This past fall I mentioned that 2K Marin’s 1950s esque X-Com shooter might have been undergoing a change from a first person shooter to a squad based third person shooter. Most of this theory came from a leaked marketing survey that showed off some new squad-based gameplay while asking questions regarding lower prices and the option to DL the title instead of going out to buy it. Of course no one involved in the development of the game was available for comment, pretending that their marketing survey wasn’t just leaked all over the internet. But that was in the fall and it appears things are even worse for the fledgling X-Com shooter; their website and all official references to the game have been removed, with no explanation as to why.
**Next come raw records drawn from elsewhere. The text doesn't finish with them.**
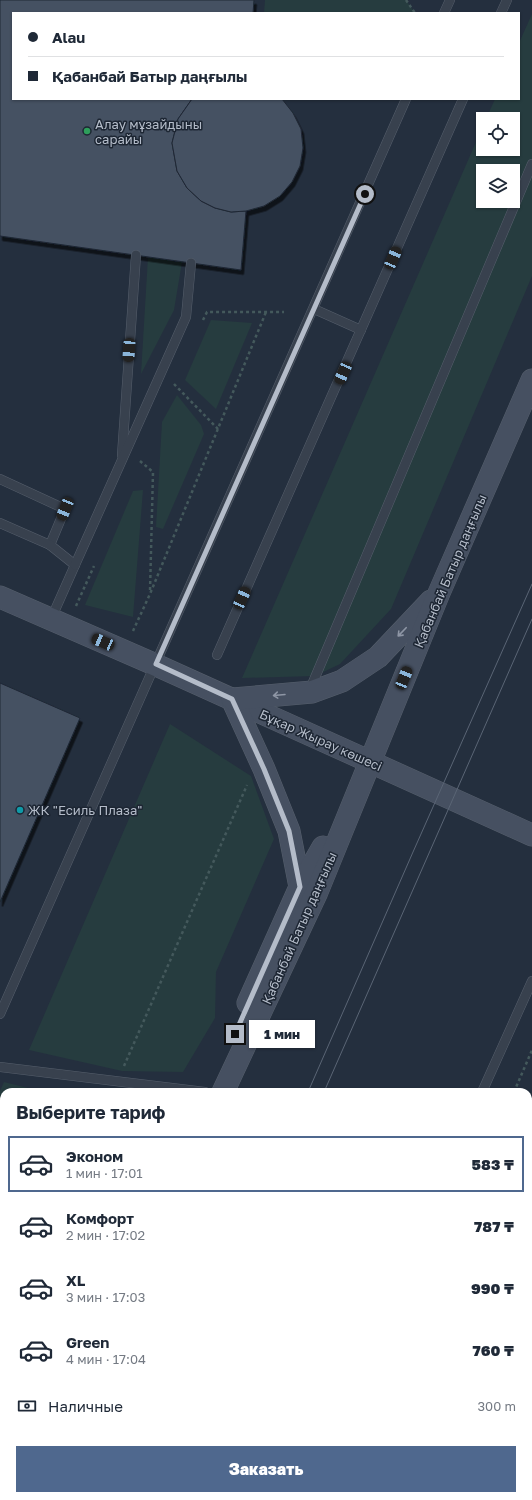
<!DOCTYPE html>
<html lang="ru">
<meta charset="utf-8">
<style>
body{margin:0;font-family:"Golos Text",sans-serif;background:#f2f2f3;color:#1f2937;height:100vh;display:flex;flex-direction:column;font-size:15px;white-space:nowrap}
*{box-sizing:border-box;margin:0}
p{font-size:13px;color:#747a83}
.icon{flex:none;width:22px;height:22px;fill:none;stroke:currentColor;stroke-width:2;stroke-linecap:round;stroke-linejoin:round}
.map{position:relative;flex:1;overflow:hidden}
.details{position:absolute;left:0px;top:1088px;width:532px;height:412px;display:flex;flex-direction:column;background:#fff;border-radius:12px 12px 0 0;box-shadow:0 1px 3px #0004}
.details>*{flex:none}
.guide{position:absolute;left:12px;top:12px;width:508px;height:88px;border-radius:0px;box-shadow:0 1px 3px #0004;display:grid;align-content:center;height:88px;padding:0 16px;background:#fff}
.fabs{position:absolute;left:476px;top:112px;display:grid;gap:8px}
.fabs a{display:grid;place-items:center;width:44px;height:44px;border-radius:0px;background:#fff;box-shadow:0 1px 3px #0004;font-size:20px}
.end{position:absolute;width:18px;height:18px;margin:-9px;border:5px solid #b4bcc9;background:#111;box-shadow:0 0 0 2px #111}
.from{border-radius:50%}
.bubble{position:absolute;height:28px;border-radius:0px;background:#fff;box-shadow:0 1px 3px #0004;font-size:13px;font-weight:800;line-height:28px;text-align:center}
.car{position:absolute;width:12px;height:24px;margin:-12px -6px;border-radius:5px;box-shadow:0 0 3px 1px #0007;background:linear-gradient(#222 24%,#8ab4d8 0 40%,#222 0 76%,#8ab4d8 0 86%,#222 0)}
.guide b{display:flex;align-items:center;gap:14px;height:38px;font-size:15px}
.guide b+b{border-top:1px solid #e0e1e3}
.guide i{width:10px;height:10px;background:#1f2937}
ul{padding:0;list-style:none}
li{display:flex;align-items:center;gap:12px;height:56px;margin:0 8px 6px;padding:0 8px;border:2px solid transparent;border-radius:0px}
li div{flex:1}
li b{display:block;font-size:15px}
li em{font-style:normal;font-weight:800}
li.selected{border-color:#4f688e}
li>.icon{width:36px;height:36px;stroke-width:1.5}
h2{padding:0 16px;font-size:18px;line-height:48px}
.pay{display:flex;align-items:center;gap:10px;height:44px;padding:0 16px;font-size:15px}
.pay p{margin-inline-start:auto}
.primary-button{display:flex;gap:8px;margin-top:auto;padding:8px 16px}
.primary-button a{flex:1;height:46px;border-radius:0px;background:#4f688e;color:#fff;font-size:16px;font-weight:800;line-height:46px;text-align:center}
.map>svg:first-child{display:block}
</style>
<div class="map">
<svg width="532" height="1500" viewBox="0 0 532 1500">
<defs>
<filter id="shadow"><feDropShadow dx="2.5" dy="4.5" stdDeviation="0" flood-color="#0009"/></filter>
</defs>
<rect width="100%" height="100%" fill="#242f3e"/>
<g fill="#263c3f" fill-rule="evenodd">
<polygon points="265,0 406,0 415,13 264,13"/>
<path d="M 532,14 L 532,276 L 391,609 L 340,664 L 315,676 L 242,678 L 483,126 L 483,149 L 513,149 L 513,119 L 486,119 L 495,99 L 519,99 L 519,43 ZM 483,171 L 513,171 L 513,201 L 483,201 Z"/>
<polygon points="148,257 182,262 174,310 141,374"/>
<polygon points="211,320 252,323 216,409 185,380"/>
<polygon points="177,395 201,425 204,434 163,529 156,527 162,422"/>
<polygon points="143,490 133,617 85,605 133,491"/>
<polygon points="170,724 251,776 274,839 216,972 215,1018 183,1072 122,1071 29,1050"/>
<polygon points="4,1082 44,1092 4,1092 4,1202 0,1200 0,1091"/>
<polygon points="4,1333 4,1492 0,1494 0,1342"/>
</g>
<g fill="#455162" stroke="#1f2835" filter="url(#shadow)">
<polygon points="0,0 254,0 253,13 13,13 13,99 192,99 178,119 172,143 177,171 187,188 201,201 215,208 231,212 246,211 241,270 0,236"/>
<polygon points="192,99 282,99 293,113 301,129 303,148 300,166 292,182 280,196 264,206 246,211 231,212 215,208 201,201 187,188 177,171 172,143 178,119"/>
<polygon points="0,683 80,718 0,902"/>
<polygon points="532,1108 532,1215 528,1214 528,1117"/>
<polygon points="528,1348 532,1350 532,1410 528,1408"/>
<polygon points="358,1496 415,1496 413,1500 356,1500"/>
</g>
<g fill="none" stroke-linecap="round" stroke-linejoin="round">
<defs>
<g id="lane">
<polyline points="444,13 450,0"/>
<polyline points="501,13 507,0"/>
<polyline points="314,309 361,330"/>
<polyline points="122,455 136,255"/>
<polyline points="0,479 65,509 50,545"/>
<polyline points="0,523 50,545 75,565 51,619"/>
<polyline points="75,565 186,317 191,263"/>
<polyline points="217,655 463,99"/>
<polyline points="311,687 532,164"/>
<polyline points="0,1014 406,99"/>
<polyline points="0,1067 205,1092"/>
<polyline points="482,1092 532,981"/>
<polyline points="528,1259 532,1261"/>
<polyline points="292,1500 294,1496"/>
</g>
<g id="secondary">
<polyline points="0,597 156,665 532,835"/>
<polyline points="232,699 264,769 289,831 300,887"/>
<polyline points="233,699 312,692 342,681 378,657 431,601"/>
<polyline points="248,1003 300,887 323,847"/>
<polyline points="223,1092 317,892 439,593 532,380"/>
<polyline points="41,1500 43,1496"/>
</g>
</defs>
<use href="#lane" stroke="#565f6c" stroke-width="10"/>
<use href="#secondary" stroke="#565f6c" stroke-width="23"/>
<g stroke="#44595c" stroke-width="2.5" stroke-dasharray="3 3" stroke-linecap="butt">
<polyline points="406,0 415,13"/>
<polyline points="203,320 207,312 284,312"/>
<polyline points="174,384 218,429"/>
<polyline points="140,461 153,472 150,591"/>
<polyline points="76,606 94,566"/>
<polyline points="133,631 150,594 266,312"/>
<polyline points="124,1066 247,785"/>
<polyline points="514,1092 532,1050"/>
<polyline points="0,1342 4,1333"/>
</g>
<use href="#lane" stroke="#38414e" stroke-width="9"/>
<use href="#secondary" stroke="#465061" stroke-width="22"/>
<g stroke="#5a6575" stroke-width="1">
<polyline points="308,1092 413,852 532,584"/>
<polyline points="324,1092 532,619"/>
<polyline points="133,1500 135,1496"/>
<polyline points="148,1500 150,1496"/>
</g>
</g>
<defs><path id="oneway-shaft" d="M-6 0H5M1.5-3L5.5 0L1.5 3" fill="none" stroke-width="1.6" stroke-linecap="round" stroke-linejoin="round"/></defs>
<g stroke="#8e96a5">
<use href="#oneway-shaft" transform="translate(402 632) rotate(134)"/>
<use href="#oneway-shaft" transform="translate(279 695) rotate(175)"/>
</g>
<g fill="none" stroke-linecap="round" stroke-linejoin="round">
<polyline stroke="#b4bcc9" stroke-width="5" points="235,1034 300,887 289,831 264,769 232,699 156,664 365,194"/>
</g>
<circle fill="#2e9e5b" stroke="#1d2633" stroke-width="1.5" cx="87" cy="131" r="4"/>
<circle fill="#0f9aa8" stroke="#1d2633" stroke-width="1.5" cx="20" cy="810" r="4"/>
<g text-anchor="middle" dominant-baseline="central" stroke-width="3" stroke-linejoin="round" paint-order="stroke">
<g font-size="13" fill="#b4bcc9" stroke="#1d2633" text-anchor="start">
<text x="95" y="124">Алау мұзайдыны<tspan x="95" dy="15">сарайы</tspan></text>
<text x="28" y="810">ЖК "Есиль Плаза"</text>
</g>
<g font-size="13" fill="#b4bcc9" stroke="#1d2633">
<text transform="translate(450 571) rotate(-67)">Қабанбай Батыр даңғылы</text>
<text transform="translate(321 740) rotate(24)">Бұқар Жырау көшесі</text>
<text transform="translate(299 928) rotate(-66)">Қабанбай Батыр даңғылы</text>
</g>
</g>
</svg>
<div class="fabs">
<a><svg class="icon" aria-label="locate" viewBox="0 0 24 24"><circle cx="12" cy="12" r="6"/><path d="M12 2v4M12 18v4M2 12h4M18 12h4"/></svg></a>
<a><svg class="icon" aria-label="layers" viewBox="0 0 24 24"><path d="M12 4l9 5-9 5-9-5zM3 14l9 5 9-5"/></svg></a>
</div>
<i class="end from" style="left:365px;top:194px"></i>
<i class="end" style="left:235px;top:1034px"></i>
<div class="bubble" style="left:249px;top:1020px;width:66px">1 мин</div>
<i class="car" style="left:393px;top:258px;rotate:23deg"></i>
<i class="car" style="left:129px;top:350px;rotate:184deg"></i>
<i class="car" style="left:343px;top:373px;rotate:204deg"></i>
<i class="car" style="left:65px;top:509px;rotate:202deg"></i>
<i class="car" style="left:242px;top:598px;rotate:24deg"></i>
<i class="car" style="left:103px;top:642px;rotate:293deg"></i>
<i class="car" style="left:404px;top:678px;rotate:22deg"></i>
<div class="guide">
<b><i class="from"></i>Alau</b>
<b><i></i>Қабанбай Батыр даңғылы</b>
</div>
<section class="details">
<h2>Выберите тариф</h2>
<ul>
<li class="selected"><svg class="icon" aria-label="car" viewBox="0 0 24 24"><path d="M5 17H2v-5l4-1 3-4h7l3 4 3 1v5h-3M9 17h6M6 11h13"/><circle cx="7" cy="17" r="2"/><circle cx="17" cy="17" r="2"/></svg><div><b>Эконом</b><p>1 мин · 17:01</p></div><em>583 ₸</em></li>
<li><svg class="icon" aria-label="car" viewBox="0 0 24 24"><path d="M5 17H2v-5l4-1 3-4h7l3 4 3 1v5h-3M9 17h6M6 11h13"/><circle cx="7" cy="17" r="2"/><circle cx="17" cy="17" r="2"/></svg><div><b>Комфорт</b><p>2 мин · 17:02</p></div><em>787 ₸</em></li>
<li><svg class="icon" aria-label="car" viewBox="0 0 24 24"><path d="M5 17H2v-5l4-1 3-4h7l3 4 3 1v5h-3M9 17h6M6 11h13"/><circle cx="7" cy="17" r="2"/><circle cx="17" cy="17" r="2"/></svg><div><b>XL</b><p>3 мин · 17:03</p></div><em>990 ₸</em></li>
<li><svg class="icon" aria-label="car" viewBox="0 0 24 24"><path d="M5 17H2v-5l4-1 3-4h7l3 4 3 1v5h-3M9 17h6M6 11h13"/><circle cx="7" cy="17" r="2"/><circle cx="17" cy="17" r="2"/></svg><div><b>Green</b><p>4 мин · 17:04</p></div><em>760 ₸</em></li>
</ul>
<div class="pay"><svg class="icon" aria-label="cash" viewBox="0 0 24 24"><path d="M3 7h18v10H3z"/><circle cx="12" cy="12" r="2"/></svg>Наличные<p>300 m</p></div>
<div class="primary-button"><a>Заказать</a></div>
</section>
</div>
It doesn’t take a rocket scientist to understand that the game is quietly being swept under the rug with no real explanation from anyone who developed it.
This comes as no real surprise as almost immediately after the game was announced many began to wonder why they would turn such a beloved turn-based strategy game into an FPS. Not long after there was a shift from X-Com’s marketing from the FPS title to the turn-based remake that was eventually released last fall.
Then there was the rebranding of the title as stated before, from an FPS to a squad-based third person shooter, though that seemed to do little to deter those who questioned the wisdom of creating that sort of game at all. It seems that no matter the franchise, any game in which there can be a gun can somehow be transformed into some sort of shooter, regardless of whether or not anyone is asking for it. Just take a look at what happened to The Walking Dead: Survival Instinct which scored an awful 32 on Metacritic (I don’t like to use Metacritic, but it can serve as a general barometer for success) even though everything else with the words The Walking Dead has seen some sort of success.
There is no better example of corporate detachment from consumers than the pile of unwanted or just plain bad FPS titles created in the last decade. Thanks to popular titles like Halo, CoD, Battlefield, and a few others, every publisher wants a piece of the pie and they’re willing to turn almost any existing IP into one type of shooter or another. This mess with the X-Com FPS is only one in a long line of failed titles that were thrown together in the hopes that they would see success. Fans aren’t clamoring for more shooters, but there they are, every week on physical and digital shelves all over the world.
It’s pretty clear that things can’t go on like this, and to the credit of consumers, we are getting a bit better at filtering out the mindless cash-grabs from the good titles that deserve our attention, but sometimes that isn’t enough. I would like to say that this will serve as a lesson to other publishers about the dangers of rebranding existing IPs as mindless shooters, but I doubt that will be the case. The industry is evolving however, as smaller indie studios learn how to raise money directly from consumers I think we will most likely see awful FPS remakes like this become more rare, but we’re still a ways off from their extinction.